EXERCISE:
From the entries below, list each line with "shadow".

PROVIDED RECORDS:
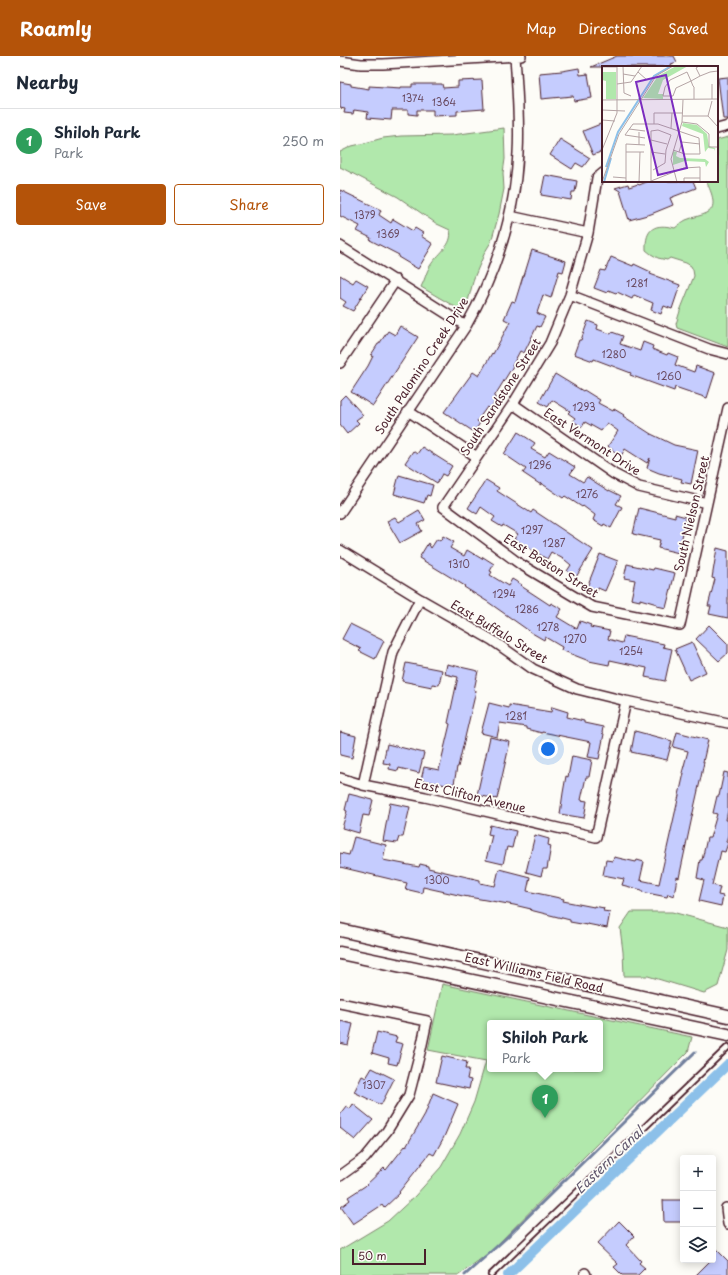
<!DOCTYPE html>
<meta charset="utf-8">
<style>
body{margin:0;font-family:"Playpen Sans",sans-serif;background:#f2f2f3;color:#1f2937}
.controls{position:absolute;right:12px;bottom:12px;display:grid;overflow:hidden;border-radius:4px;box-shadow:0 2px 10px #0003}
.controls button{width:36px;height:36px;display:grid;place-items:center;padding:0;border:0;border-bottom:1px solid #e0e1e3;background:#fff;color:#1f2937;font:20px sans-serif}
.scale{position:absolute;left:12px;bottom:10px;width:74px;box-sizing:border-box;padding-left:4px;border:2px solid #4a1f2b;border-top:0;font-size:11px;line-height:14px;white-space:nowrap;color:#4a1f2b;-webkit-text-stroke:3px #fdfcf7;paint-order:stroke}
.you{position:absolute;left:208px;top:693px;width:14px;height:14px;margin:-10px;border:3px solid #fff;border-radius:50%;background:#1a73e8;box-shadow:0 0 0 6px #1a73e833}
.badge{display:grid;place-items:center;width:26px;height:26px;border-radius:50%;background:#b45309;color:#fff;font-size:13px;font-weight:700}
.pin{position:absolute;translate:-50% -33px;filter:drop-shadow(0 1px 2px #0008)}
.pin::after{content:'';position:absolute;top:21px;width:14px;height:12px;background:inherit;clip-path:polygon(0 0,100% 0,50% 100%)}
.popup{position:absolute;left:147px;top:964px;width:116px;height:52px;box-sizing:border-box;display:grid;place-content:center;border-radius:4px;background:#fff;filter:drop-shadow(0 1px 3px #0005);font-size:13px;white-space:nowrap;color:#747a83}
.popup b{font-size:15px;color:#1f2937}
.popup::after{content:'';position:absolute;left:50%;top:100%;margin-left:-8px;border:8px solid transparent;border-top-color:#fff}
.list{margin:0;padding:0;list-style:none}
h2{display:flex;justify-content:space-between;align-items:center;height:52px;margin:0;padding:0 16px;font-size:17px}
h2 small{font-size:13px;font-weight:400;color:#747a83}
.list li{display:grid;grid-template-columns:26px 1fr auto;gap:12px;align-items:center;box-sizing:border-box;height:64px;padding:0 16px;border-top:1px solid #e0e1e3}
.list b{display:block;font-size:15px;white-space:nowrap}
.list p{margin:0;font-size:13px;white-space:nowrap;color:#747a83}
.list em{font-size:13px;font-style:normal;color:#747a83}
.actions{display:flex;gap:8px;padding:12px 16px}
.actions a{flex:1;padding:9px 0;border:1px solid #b45309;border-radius:4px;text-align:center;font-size:14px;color:#b45309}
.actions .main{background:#b45309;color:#fff}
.icon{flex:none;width:22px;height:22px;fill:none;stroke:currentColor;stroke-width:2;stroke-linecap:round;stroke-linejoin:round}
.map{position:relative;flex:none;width:388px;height:1219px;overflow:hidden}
header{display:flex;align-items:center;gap:24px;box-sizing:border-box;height:56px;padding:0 20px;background:#b45309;color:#fff}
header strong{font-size:19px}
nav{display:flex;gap:22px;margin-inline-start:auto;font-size:14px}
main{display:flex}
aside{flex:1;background:#fff}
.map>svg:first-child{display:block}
.green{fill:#b1e8ac;stroke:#7e846c;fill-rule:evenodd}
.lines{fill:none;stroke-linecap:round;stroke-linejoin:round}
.stream{stroke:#72809d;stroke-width:3}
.canal{stroke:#8cc0e9;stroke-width:10}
.building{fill:#c5ccfe;stroke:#4a1f2b}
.lane-casing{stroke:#4a1f2b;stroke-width:8}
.street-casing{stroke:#4a1f2b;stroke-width:12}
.secondary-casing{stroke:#4a1f2b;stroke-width:15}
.lane{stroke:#fdfcf7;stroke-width:4.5}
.street{stroke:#fdfcf7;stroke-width:9}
.secondary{stroke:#fdfcf7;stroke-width:12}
.labels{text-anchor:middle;stroke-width:3.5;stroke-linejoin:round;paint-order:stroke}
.number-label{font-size:10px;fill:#694a60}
.street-label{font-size:12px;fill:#4a1f2b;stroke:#fdfcf7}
.water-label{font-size:13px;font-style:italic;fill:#61576e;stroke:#fdfcf7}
.inset-river{fill:none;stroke:#8cc0e9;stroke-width:2}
.inset-road{fill:none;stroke:#b5a4a5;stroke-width:1}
.view{fill:#7b2cbf;fill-opacity:0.15;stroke:#7b2cbf;stroke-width:2}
.inset-edge{fill:none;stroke:#4a1f2b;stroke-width:2}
</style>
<header>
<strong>Roamly</strong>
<nav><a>Map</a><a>Directions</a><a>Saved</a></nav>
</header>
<main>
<aside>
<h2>Nearby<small></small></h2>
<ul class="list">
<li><span class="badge" style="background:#2e9e5b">1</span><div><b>Shiloh Park</b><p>Park</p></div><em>250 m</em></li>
</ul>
<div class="actions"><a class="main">Save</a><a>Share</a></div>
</aside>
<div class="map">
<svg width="388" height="1219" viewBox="0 0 388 1219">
<rect width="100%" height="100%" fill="#fdfcf7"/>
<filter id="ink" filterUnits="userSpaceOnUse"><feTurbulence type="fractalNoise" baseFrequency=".025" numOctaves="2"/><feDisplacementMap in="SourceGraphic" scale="8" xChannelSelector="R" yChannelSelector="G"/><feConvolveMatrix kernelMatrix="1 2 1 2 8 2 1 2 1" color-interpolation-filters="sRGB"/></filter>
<g filter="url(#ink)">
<path class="green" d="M164,72l1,31 -2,14 1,16 -5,25 -8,28 -6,10 -11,26 -7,27 -2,2 -8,1 -36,-21c4,-7 5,-15 9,-21 7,-12 24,-21 20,-36l-13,-6 -39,-27 -58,-30v-15l12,-6 9,-2 22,-6 18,-2 51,-1z
M388,81v210l-51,-19 -1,-4 4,-13 14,-35 -1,-6 -2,-4 -5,-3 -16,-5 -3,2 -9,-2 -7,-4 -5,-4c-1,-22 9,-27 29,-22 4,-3 7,-6 11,-8 7,-3 15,-4 21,-7 12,-6 3,-24 -1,-32h11v-41z
M291,856h41l56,15v23l-10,36 -14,7 -56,-17h-24l-1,-24 -3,-24z
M102,928l250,53 -4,15 -198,200 -31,23h-119v-25l48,-29 27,-25 26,-29 19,-33 14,-32 12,-41 -58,-11zM150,967h110v46h-110z"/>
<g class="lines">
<path class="stream" d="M125,1219l40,-36 190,-187"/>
<path class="canal" d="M168,1219l220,-211"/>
</g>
<path class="building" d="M277,0h57l3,6 -6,2 1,3h-81z
M239,12l1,7 8,-1 4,24 -18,3 -1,-5 -32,3 -2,-26 23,-2z
M388,21v42h-5l-5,-41z
M142,24l2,29 -27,2v4l-24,1v-6h-16v5l-9,-1v-4h-16l-1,10 -24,-2 1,-6 -14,-2 -1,4 -9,-1 1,-4 -5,-1v-26l11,2v2l18,3v-3l32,2v-1h11v-3h30l1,4 15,-1v-6z
M263,67v28l-10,4 -10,-24z
M220,83l30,19 -7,9 -7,-4 -4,6 -22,-14z
M205,119l32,6 -2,11h-3l-1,8 -30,-5z
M309,125h44l3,7 -26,10 3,7 -22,9 -22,6 -9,-29 -5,-3 13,-4 1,3 9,-3 1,1z
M0,134l41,20 -2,5 12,8 2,-4 20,12 2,-3 8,5 -2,3 12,8 -15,25 -20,-12 1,-2 -29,-15 1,-2 -14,-7 3,-5 -20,-10z
M192,194l34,11 -3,11 -4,-1 -8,27 -8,-3 -6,18 8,4 -5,10 -3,-1 -13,27 -4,-2 -8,15h1l-19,31 3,2 -7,10 -3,-2 -10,14 3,2 -6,9 -30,-20 29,-40 6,4 13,-23 1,1 17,-32 -6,-3 8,-18 3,1 8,-26h1z
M271,201l22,9 1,-2 17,8 -1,2 30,11 -8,24 -8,-3 -3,8 -10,-4 2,-7 -19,-8 -2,4 -15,-7 -1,1 -8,-3 -1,3 -13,-5 7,-18 4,1z
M0,219l13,8 3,-4 12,7 -15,25 -10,-5 3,-4 -6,-4z
M248,265l10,4 -1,4 14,5 1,-2 11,4 -3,8 20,7 3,-9 10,4 -1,3 15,6 1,-2 10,4 -3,8 19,7 2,-6 19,7 -8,25 -32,-11 -1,4 -44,-16 1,-2 -37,-14 -1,2 -19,-7 5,-14h2z
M60,270l18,11 -45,69 -22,-14 17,-26 5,-10 -2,-1 7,-11h1l9,-13 7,4z
M215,318l28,17 1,-1 16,10 -2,3 15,8 1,-2 10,6 -1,1 28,18 23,11 24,5 -7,34 -10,-2 1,-3 -23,-6 -12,-5 3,-10 -3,5 -22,-14 -4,7 -10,-7 -3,-3 10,-15 -11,-8 -6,8 -16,-9 -3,5 -9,-6 2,-3 -7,-5 2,-2 -18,-11 -4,7 -9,-5z
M5,339l18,20 -7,5 3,3 -12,11 -7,-9v-25z
M178,376l17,11 -4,6 14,8 4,-6 26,16 -5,7 13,8 4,-5 22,14v-1l12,6 -5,8 6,3 -11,21 -7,-4 -1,2 -10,-6 2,-5 -12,-9 -1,1 -17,-11 -2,2 -22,-15v2l-18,-12 3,-4 -22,-15z
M82,391l30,19 -6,10 -4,-2 -5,9 -32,-20 8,-12 4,3z
M59,419l34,10 -3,11 -3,-1 -3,8 -30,-9z
M146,424l13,8 -2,3 34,22 2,-3 60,40 -17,27 -9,-6 4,-6 -6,-5 -14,-8 -4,7 -33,-20 4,-5 -15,-9 -1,2 -10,-6 3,-4 -14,-10 -4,7 -9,-6z
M299,452l36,9v-3l11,3 -7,36 -21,-5 2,-8 -27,-6z
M79,454l6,10 -7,4 4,7 -22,12 -13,-22 8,-4 4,5z
M103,480l11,6 -4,6 14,8 3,-6 15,9 1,-2 11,7 -4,7 2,1 -2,3 18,11 4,-7 10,6 -1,1 29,19 1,-2 11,6 -5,8 20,12 3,-8 11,4 -1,2 20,4 -2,8 14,4 2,-7 40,8 -1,3 9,2 -7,32 -20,-4 2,-9 -37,-8 -1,5 -20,-4 -28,-11 1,-3 -17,-10 -1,3 -12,-7 -44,-31 -24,-15 1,-1 -46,-28 9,-15 3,5 6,-9 3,2z
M377,492l11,3v67l-19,-4 2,-8h-3l7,-27 -3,-1z
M260,498l18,7 -13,30 -7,-3 -1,3 -10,-4z
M287,508l26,6 1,-2 21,5 -9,35 -9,-2v-2l-17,-5v2l-9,-2 4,-19 -11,-2z
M10,568l34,17 -9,18 -16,-8 2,-2 -19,-10z
M369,569l19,19v9l-9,8 -23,-22z
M352,586l14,30 -17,8 -14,-31z
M66,607l36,7 -3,15 -7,-1v3l-30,-6z
M107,608l31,7 -4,19 2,1 -18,76h-1l-3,17 -7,-1 -1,2 -25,-5 3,-13 15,3 11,-46 -2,-1 10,-46 -13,-3z
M149,647l20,5v-3l42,7 1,-5 16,5 -1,5 17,4v2l19,4 -1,6 2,1 -5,25 -11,-2 3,-15 -49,-10v1l-16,-4v-2l-26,-4 -3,14 -16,-4z
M295,675l37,10 -5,19 -36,-8z
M0,676l16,4 -4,22 -12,-3z
M337,676l31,8 -5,22h1l-3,15 -9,40 -13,61 -2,-1 -3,19 -6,-2 -1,3 -25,-5v-2l-20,-5 2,-6 -21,-4 3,-15 7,1 1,-4 22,5 1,-2 7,2 -4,18 19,4 25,-111h-2l6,-22 -15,-4z
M150,681l20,5 -13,57 -20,-4z
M47,688l37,9 -5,20 -20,-5 -1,3 -9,-2 1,-5 -7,-1z
M232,700l20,4 -3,17h-3l-5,23 6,1 -3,17 -24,-4 3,-21 3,-17 2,1z
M384,716l4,1v37l-2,10h2v15l-2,7 2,1 -3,9 -4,-1 -2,9h-1l-6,25 8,2 -2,8 5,1 -2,10 -22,-5 5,-21 -7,-2 3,-18h2l5,-22h3l7,-24 -4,-1 4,-17h2z
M9,738l24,6 -4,16 -6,-1 -4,18 -17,-5 5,-17 -2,-1z
M50,747l20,4 -7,30h-4l-2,6 -14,-2z
M150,769l26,6 -4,17 -5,-1 -4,17 -17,-4 6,-25 -4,-1z
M195,779l14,4 -1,6 3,1 -4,23h-4l-2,7 -15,-4z
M14,781l32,8 -3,15 36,7 1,-3 8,2v2l52,12v3l15,3 4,-17 31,8 -3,14 37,8 -1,2 31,6v-1l10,2 -1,3 7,1 -3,16 -20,-4v1l-17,-3v-2l-40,-10 1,-1 -17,-4 -51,-9 -40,-9 -1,6 -17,-4 2,-6 -67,-16v-14l9,2z
M0,965l13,3 -5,21 -8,-2z
M37,976l20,5 -2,5 8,2 -6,21 -9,-2 1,-5 -17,-5z
M102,1000l25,6 -2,7h4l-2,10 4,1 -2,9 -33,-7z
M32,1012l22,11 -13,26 -27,-13 8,-16 4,2z
M93,1037l25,11 -14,33 -10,18 -4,-2 -31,39 1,1 -16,15 -2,-3 -29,19 -12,-17 9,-7 -2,-3 17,-11 19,-18 2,2 19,-24 1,1 19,-33z
M13,1048l20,16 -18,20 -15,-12v-14l6,-8 4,3z
M323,1144h20v22h-19z
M279,1165l15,15 -8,9 15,16 -2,2 6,5 -7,7h-16l-8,-8 4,-3 -21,-20z
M373,1190l15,15v14h-32l15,-15h2z"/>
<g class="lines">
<g class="lane-casing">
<path id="lane" d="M151,1219l237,-228"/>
</g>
<g class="street-casing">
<path id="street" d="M0,5l21,3h22l138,-8
M377,73l11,-3
M263,117l-6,5 -9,55 -18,62 -20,48 -37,61 -70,103 77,57 72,43 88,18 48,-217
M170,160l78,17
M0,190l126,80
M230,239l139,54 19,5
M0,307l56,-83
M173,348l101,70 25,13 68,16
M68,355l69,46
M0,457l126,-187c30,-53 49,-112 52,-173 2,-32 -1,-65 -3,-97
M0,494l80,49 72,41 41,29 44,20 49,12 102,22
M0,722l23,7 62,12 171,40 30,-136
M23,729l30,-133 27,-53
M0,947l87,18 -6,28 -12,46 -22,36 -22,27 -25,18
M386,1152l2,16
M245,1217l1,2"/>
</g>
<g class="secondary-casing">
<path id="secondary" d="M0,874l388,86
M0,897l388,82"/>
</g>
<use href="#lane" class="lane"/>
<use href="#street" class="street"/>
<use href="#secondary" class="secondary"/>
</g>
</g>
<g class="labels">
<g class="number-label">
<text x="73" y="46">1374</text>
<text x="104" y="50">1364</text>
<text x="25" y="163">1379</text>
<text x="48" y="182">1369</text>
<text x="297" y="231">1281</text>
<text x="274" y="302">1280</text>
<text x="329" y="324">1260</text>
<text x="244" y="355">1293</text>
<text x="200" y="413">1296</text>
<text x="247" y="442">1276</text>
<text x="192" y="478">1297</text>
<text x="214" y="491">1287</text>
<text x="119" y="512">1310</text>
<text x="164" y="542">1294</text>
<text x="187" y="557">1286</text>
<text x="208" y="575">1278</text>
<text x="235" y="587">1270</text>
<text x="291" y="599">1254</text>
<text x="176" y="664">1281</text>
<text x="97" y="828">1300</text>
<text x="34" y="1033">1307</text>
</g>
<g class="street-label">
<text transform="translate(82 310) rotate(-57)" y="4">South Palomino Creek Drive</text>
<text transform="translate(161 341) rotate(-57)" y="4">South Sandstone Street</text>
<text transform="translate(252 386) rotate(33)" y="4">East Vermont Drive</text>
<text transform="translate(352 458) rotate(-77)" y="4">South Nielson Street</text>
<text transform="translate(211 510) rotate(32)" y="4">East Boston Street</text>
<text transform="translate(159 576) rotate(31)" y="4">East Buffalo Street</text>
<text transform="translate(130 740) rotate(13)" y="4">East Clifton Avenue</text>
<text transform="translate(194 917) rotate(13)" y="4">East Williams Field Road</text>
</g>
<g class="water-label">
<text transform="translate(269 1104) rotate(-44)" y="5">Eastern Canal</text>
</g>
</g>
<g transform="translate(262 10)">
<rect width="116" height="116" fill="#fdfcf7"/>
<path d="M74,0h12l-25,14 -5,14h5v5l-20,-1 15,-22zM0,6h14v27h-10v-18l-4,-1zM81,57l14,2 10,9 2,12 9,3 -3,-1 -1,3v-2l-6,-1 -3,4 -2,-18 -21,-8zM71,85l4,1 -1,4 4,2 25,1 4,3 -3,5 -1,-5 -20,-1 -12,4z" fill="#b1e8ac"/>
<path class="inset-river" d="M4,101l12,-35 36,-56 17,-10M2,116l7,-24"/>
<path class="inset-road" d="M21,0l1,27 7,3M97,0l-3,2 4,8M0,1h15M36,6l9,8M21,8l12,2M15,18l14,-2 11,-16M92,33v-12l-1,-1 -2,-5 -4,-9 -17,8 -5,7 -2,9h10l3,-8 15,-7 9,-5 10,-4 8,-1M110,33v-15M0,34l116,-1M0,44l23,1M81,50h25l10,11M106,50l4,-15M0,54l13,1M80,56l15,2 12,10v13h9M52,58v-11h29M69,62l1,-15M27,63l16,2M37,66v13M43,72l-20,-3 8,-11h25l41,14 1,16h-15l-12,-4M49,74l16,4M116,81v-16M0,84l15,-37v-47M24,86h18M49,86l14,2M77,86l3,-10 18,2M51,104l12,-7 1,-13 5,-15 -13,-5 -7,1v50l33,-13 16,-1v15M11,111l13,1M0,116l17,-48 37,-58 17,-10M24,116v-38l19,1M37,116l1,-30M75,116l-6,-23 11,-37 1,-22M82,116v-4h16"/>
<path class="view" d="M64,9l21,93 -29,7 -22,-93z"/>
<rect width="116" height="116" class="inset-edge"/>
</g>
</svg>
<div class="controls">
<button>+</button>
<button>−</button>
<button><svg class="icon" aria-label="layers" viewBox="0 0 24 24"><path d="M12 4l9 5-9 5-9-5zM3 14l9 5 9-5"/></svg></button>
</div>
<div class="scale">50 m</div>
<div class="you"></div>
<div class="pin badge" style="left:205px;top:1062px;background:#2e9e5b">1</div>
<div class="popup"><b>Shiloh Park</b>Park</div>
</div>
</main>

WRITTEN RESPONSE:
.controls{position:absolute;right:12px;bottom:12px;display:grid;overflow:hidden;border-radius:4px;box-shadow:0 2px 10px #0003}
.you{position:absolute;left:208px;top:693px;width:14px;height:14px;margin:-10px;border:3px solid #fff;border-radius:50%;background:#1a73e8;box-shadow:0 0 0 6px #1a73e833}
.pin{position:absolute;translate:-50% -33px;filter:drop-shadow(0 1px 2px #0008)}
.popup{position:absolute;left:147px;top:964px;width:116px;height:52px;box-sizing:border-box;display:grid;place-content:center;border-radius:4px;background:#fff;filter:drop-shadow(0 1px 3px #0005);font-size:13px;white-space:nowrap;color:#747a83}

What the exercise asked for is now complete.